New CEO acknowledges company has 'work to do'

Yahoo Inc. announced today that it recorded a loss and that its revenue shrunk a bit in the fourth quarter of 2008.

The struggling Internet company's new CEO, Carol Bartz, appointed two weeks ago, acknowledged in a statement that Yahoo has "work to do," but she said that she's excited by the company's opportunities.

Yahoo did a good job of managing costs, made "important" investments, has "tremendous" momentum and innovation, and will emerge stronger when the advertising market recovers, she said.

Yahoo's revenue was $1.81 billion, which was 1% lower than its revenue in 2007's fourth quarter. Subtracting the commissions it pays to its ad network partners, Yahoo had revenue of $1.37 billion, down 2% but in line with the consensus estimate from analysts polled by Thomson Reuters.

Yahoo posted a net loss of $303 million, or 22 cents per share, compared to net income of $206 million, or 15 cents per share, in 2007's fourth quarter.

On a pro forma basis, which excludes certain items, net income was $238 million, or 17 cents per share, 4 cents per share above the analysts' consensus expectation.

The fourth-quarter results have generated particular interest because they are the first ones released since Bartz took over. Her comments during today's conference call will be closely followed by press and analysts, in case she discloses some of her concrete plans for the company.

Bartz replaced Jerry Yang, who announced his intention to step down in November after his tenure as CEO, begun in mid-2007, failed to turn around the company he founded. He stayed on as Chief Yahoo and as a board member.

Bartz was hired away from Autodesk Inc., where she was executive board chairman after serving as chairman, president and CEO for 14 years, until April 2006.

The day Bartz's appointment was announced, Yahoo President Sue Decker, who had been a candidate for the CEO position, resigned, saying she will leave after a transitional period. Decker worked at Yahoo for eight and a half years and was a close supporter of Yang.

Yang's tenure included an unsolicited acquisition attempt by Microsoft Corp., and critics blamed the failure of that deal on Yang and the Yahoo board. Later, a deal to let Google search ads run on Yahoo's Web site collapsed after it became clear the U.S. government planned to challenge it because of antitrust concerns. The deal would have given Yahoo's revenue a significant boost.

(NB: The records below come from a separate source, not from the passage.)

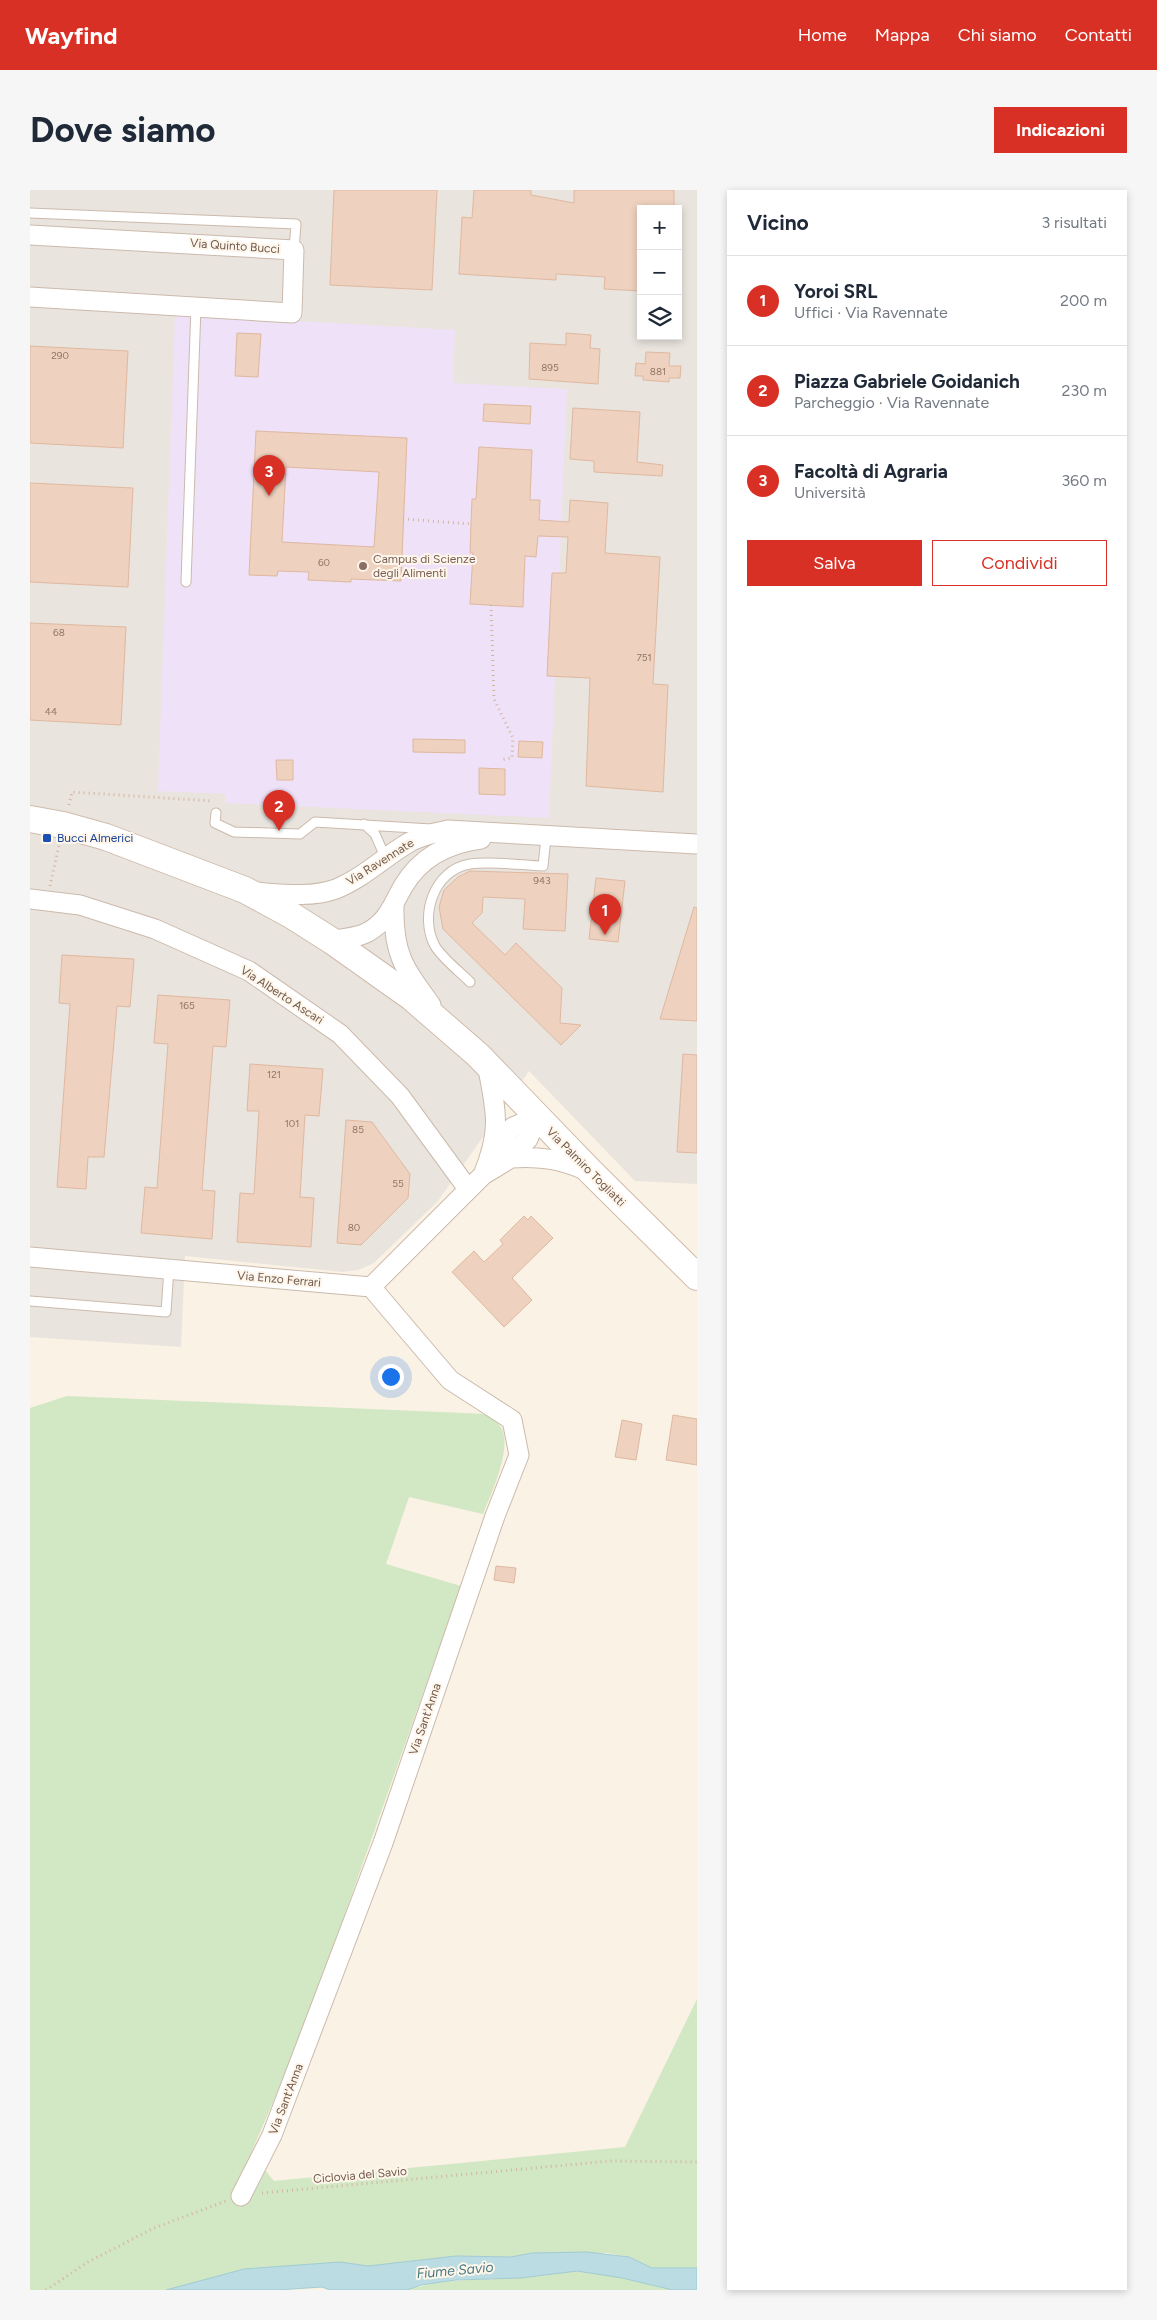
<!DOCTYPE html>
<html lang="it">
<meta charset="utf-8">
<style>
body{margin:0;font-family:Figtree,sans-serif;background:#f6f6f7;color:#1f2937}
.controls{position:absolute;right:15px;top:15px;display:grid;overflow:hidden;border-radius:0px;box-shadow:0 2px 8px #0003}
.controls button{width:45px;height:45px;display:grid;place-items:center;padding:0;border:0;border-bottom:1px solid #e0e1e3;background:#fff;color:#1f2937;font:25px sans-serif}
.you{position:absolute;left:360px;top:1186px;width:18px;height:18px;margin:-12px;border:4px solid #fff;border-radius:50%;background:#1a73e8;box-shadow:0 0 0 8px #1a73e833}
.badge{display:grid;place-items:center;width:32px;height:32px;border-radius:50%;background:#d93025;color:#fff;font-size:16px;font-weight:700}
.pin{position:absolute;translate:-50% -41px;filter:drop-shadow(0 1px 2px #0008)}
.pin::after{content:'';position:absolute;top:26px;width:18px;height:15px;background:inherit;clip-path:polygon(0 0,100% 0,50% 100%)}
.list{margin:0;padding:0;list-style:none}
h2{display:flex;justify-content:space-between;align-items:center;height:65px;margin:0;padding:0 20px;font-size:21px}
h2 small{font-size:16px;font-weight:400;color:#747a83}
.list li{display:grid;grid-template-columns:32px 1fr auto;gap:15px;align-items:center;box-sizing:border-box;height:90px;padding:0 20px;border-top:1px solid #e0e1e3}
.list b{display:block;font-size:19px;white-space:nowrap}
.list p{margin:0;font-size:16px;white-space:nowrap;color:#747a83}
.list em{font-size:16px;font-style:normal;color:#747a83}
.actions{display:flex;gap:10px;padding:15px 20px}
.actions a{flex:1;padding:11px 0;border:1px solid #d93025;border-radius:0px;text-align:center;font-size:18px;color:#d93025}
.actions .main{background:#d93025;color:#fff}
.icon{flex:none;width:28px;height:28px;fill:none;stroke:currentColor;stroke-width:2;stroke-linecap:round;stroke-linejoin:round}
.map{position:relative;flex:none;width:667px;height:2100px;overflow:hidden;border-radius:0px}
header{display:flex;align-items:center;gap:30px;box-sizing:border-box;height:70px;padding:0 25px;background:#d93025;color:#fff}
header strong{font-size:24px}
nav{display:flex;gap:28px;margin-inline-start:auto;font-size:18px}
.intro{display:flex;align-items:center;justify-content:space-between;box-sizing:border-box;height:120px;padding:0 30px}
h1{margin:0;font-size:35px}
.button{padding:12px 22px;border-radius:0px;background:#d93025;color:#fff;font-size:18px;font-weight:700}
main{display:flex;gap:30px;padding:0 30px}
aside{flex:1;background:#fff;border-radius:0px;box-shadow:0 2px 8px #0003}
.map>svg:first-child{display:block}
</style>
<header>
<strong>Wayfind</strong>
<nav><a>Home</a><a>Mappa</a><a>Chi siamo</a><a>Contatti</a></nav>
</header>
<div class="intro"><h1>Dove siamo</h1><a class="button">Indicazioni</a></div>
<main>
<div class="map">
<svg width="667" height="2100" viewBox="0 0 667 2100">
<rect width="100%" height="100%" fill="#faf2e4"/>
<!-- industrial -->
<path fill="#eae4de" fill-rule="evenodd" d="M0 0H667V994L605 991 499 881 408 1011 344 1073 328 1080 313 1082 155 1066 151 1157 0 1147ZM611 19H648V146H611Z"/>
<!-- education -->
<path fill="#efe1f7" d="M145 124 425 140 423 193 537 199 519 628 195 613V604L128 601Z"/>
<!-- green -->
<path fill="#d2e7c4" d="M37 1206 456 1224C461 1228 468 1232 471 1237 483 1257 461 1304 453 1324L379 1307 356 1374 431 1396 272 1845 221 1963 244 1991 595 1957 667 1809V2078H622L599 2067 577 2063H502L481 2067 426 2066 338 2076 310 2072 264 2077 136 2100H0V1218Z
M547 2081 592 2088 643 2100H377C413 2088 452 2090 489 2088 509 2087 528 2083 547 2081Z"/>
<!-- water -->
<path fill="#badce2" stroke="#a1cbd3" d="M557 2062 599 2067 622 2078H667V2100H643L592 2088 547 2081 491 2088 426 2090 391 2095 377 2100H300L292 2097 247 2100H136L214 2079 310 2072 338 2076 426 2066 481 2067 502 2063Z"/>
<!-- building -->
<path fill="#eed1be" stroke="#dfb8a0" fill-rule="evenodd" d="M304 0H407L402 100 300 95Z
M444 0H501V5L544 13V0H644V19H611V101L574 99 575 87 526 84V90L429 84 432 27 442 28Z
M207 143 231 144 228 187 205 186Z
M536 143 561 145 560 158 570 159 568 194 499 189 500 153 536 155Z
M0 156 98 161 93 258 0 253Z
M616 162 640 163 639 176H651L650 188H639V192L613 190V186H605L606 173 615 174Z
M454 214 501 216 500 234 453 231Z
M543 218 610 222 607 272 633 275 632 286 564 282V271L540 269Z
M226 241 377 248 371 391 321 389V392L278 390 279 382 248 381 247 386 219 385ZM256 277 349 282 344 357 252 352Z
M449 257 502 260 500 310H510L509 330 539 332 540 310 578 313 575 363 630 367 623 494 638 495 633 602 556 596 560 488 517 486 522 383H536L538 347 508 346 506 367 495 366 493 417 440 414 443 363H440L441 334 442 309H446Z
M0 293 103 298 98 397 0 392Z
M0 433 96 437 91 535 0 530Z
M383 549 435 550V563L383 562Z
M489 551 513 552 512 568 488 567Z
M246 570H263V590H247Z
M449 578 475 579V605L449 604Z
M440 681 538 684 535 741 493 739 495 709 453 707 452 723 442 733 475 765 486 753 532 798 530 833 551 835 531 855 413 739 409 717 414 700 428 687Z
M566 688 595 691 588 752 559 749Z
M664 717 667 718V831L630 829Z
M32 765 104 769 100 817 87 816 74 967H58L56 999 27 997 40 814 29 813Z
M128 805 200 810 196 857 183 856 172 1000 185 1001 182 1049 111 1043 115 997 127 998 138 854 124 853Z
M653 864 667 865V963L647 962Z
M220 874 293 879 289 926 275 925 270 1007 284 1008 281 1057 207 1052 210 1003 224 1004 229 921H217Z
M316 930 342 932 380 984 378 1008 331 1055 307 1053Z
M494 1026 498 1030 501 1026 523 1048 482 1088 502 1110 474 1137 422 1082 444 1061 454 1072 473 1054 470 1050Z
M643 1225 667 1229V1275L636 1270Z
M592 1230 612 1234 606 1270 585 1267Z
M466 1376 486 1378 484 1393 464 1390Z"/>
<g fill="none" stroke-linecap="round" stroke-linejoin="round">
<defs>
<path id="lane" d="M0 23 266 34 264 60
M156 392 166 117
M186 623 185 633 204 642 270 644 285 632 401 639
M334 634 345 644 356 669
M440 792C429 781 413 769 405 756 389 727 403 680 440 674 463 671 490 675 513 676L516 647
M0 1111 136 1122 139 1078"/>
<path id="street" d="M0 45 264 60 262 123 0 107
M225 702C252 704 280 708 306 699 333 688 353 668 378 653 390 646 404 643 418 640L667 654
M0 709 50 715 125 739 219 781 310 844 370 906 438 999
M364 717C363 764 374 778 401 815
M302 751C312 748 326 748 336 743 359 731 362 715 374 695 391 667 419 653 451 649
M463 960 483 937 507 927
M481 968C508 966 530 969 555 980
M453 985C472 939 466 921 457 874
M0 1067 341 1097 453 985 481 968 498 949 507 927
M211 2006 242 1945 353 1653 465 1326 489 1265 482 1230 420 1190 341 1097"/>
<path id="secondary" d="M0 629 33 635 76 647 215 700 261 725 302 751 381 807 448 865 561 982 667 1087"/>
</defs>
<!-- lane casing -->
<use href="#lane" stroke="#cbbaac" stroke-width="11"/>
<!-- street casing -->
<use href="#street" stroke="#cbbaac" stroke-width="21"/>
<!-- secondary casing -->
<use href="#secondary" stroke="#d0bcac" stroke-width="28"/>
<!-- path -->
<path stroke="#d2b5a1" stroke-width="3" stroke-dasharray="1 4" stroke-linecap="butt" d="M373 329 441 334
M461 415 464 509 483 548 482 568 471 570
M39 615 42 602 182 611
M20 696 29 655
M232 2003 580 1971 667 1972
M16 2100 58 2072 124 2038 196 2011"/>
<!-- lane -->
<use href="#lane" stroke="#fff" stroke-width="9"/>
<!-- street -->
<use href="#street" stroke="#fff" stroke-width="19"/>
<!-- secondary -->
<use href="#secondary" stroke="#fff" stroke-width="26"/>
</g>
<!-- markers -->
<circle fill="#8d6e63" stroke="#fef6ea" stroke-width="2" cx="333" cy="376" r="5"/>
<rect fill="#1a4fb4" stroke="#fef6ea" stroke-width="2" x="12" y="643" width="10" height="10" rx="2.5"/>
<g text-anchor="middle" stroke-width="4" stroke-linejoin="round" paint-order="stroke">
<!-- number labels -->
<g font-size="10" fill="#907768">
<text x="30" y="169">290</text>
<text x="520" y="181">895</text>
<text x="628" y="185">881</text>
<text x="294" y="376">60</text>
<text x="29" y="446">68</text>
<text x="614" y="471">751</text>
<text x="21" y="525">44</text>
<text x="512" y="694">943</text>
<text x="157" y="819">165</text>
<text x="244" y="888">121</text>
<text x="262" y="937">101</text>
<text x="328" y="943">85</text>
<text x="368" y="997">55</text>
<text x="324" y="1041">80</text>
</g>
<!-- street labels -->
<g font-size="12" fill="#71594c" stroke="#fef6ea">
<text transform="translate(205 56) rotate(4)" y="4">Via Quinto Bucci</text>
<text transform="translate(350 672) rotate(-32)" y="4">Via Ravennate</text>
<text transform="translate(252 805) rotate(33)" y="4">Via Alberto Ascari</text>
<text transform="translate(556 977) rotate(45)" y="4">Via Palmiro Togliatti</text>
<text transform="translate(249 1089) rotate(5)" y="4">Via Enzo Ferrari</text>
<text transform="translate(395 1529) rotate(-71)" y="4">Via Sant'Anna</text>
<text transform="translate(256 1909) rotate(-69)" y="4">Via Sant'Anna</text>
<text transform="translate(330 1985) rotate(-5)" y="4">Ciclovia del Savio</text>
</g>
<!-- education labels -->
<g font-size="12" fill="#785e54" stroke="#fef6ea" text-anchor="start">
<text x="343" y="373">Campus di Scienze<tspan x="343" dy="14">degli Alimenti</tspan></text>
</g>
<!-- transit labels -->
<g font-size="12" fill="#164399" stroke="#fef6ea" text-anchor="start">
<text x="27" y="652">Bucci Almerici</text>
</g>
<!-- water labels -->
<g font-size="14" font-style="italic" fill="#477983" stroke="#fef6ea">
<text transform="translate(425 2080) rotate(-5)" y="5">Fiume Savio</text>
</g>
</g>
</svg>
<div class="controls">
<button>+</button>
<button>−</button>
<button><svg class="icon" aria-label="layers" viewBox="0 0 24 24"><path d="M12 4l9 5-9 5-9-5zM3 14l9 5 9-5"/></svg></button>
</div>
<div class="you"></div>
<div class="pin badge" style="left:575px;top:745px">1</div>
<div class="pin badge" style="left:249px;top:641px">2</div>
<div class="pin badge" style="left:239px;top:306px">3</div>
</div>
<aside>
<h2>Vicino<small>3 risultati</small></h2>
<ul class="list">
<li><span class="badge">1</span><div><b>Yoroi SRL</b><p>Uffici · Via Ravennate</p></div><em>200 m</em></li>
<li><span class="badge">2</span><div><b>Piazza Gabriele Goidanich</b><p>Parcheggio · Via Ravennate</p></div><em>230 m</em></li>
<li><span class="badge">3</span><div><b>Facoltà di Agraria</b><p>Università</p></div><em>360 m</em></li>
</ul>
<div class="actions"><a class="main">Salva</a><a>Condividi</a></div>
</aside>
</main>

Yang's tenure as CEO also featured two big rounds of layoffs, an embarrassing exodus of high-profile managers, disappointing financial results, a tanking stock price, free-falling employee morale and little or no advances in key areas, such as search advertising and use of Yahoo's search tool.

Yahoo has been in crisis for several years, during which its financial performance has been generally disappointing and its technology strategy largely unfocused, allowing rivals big and small to take advantage of hot Internet opportunities while Yahoo reacted slowly, if at all.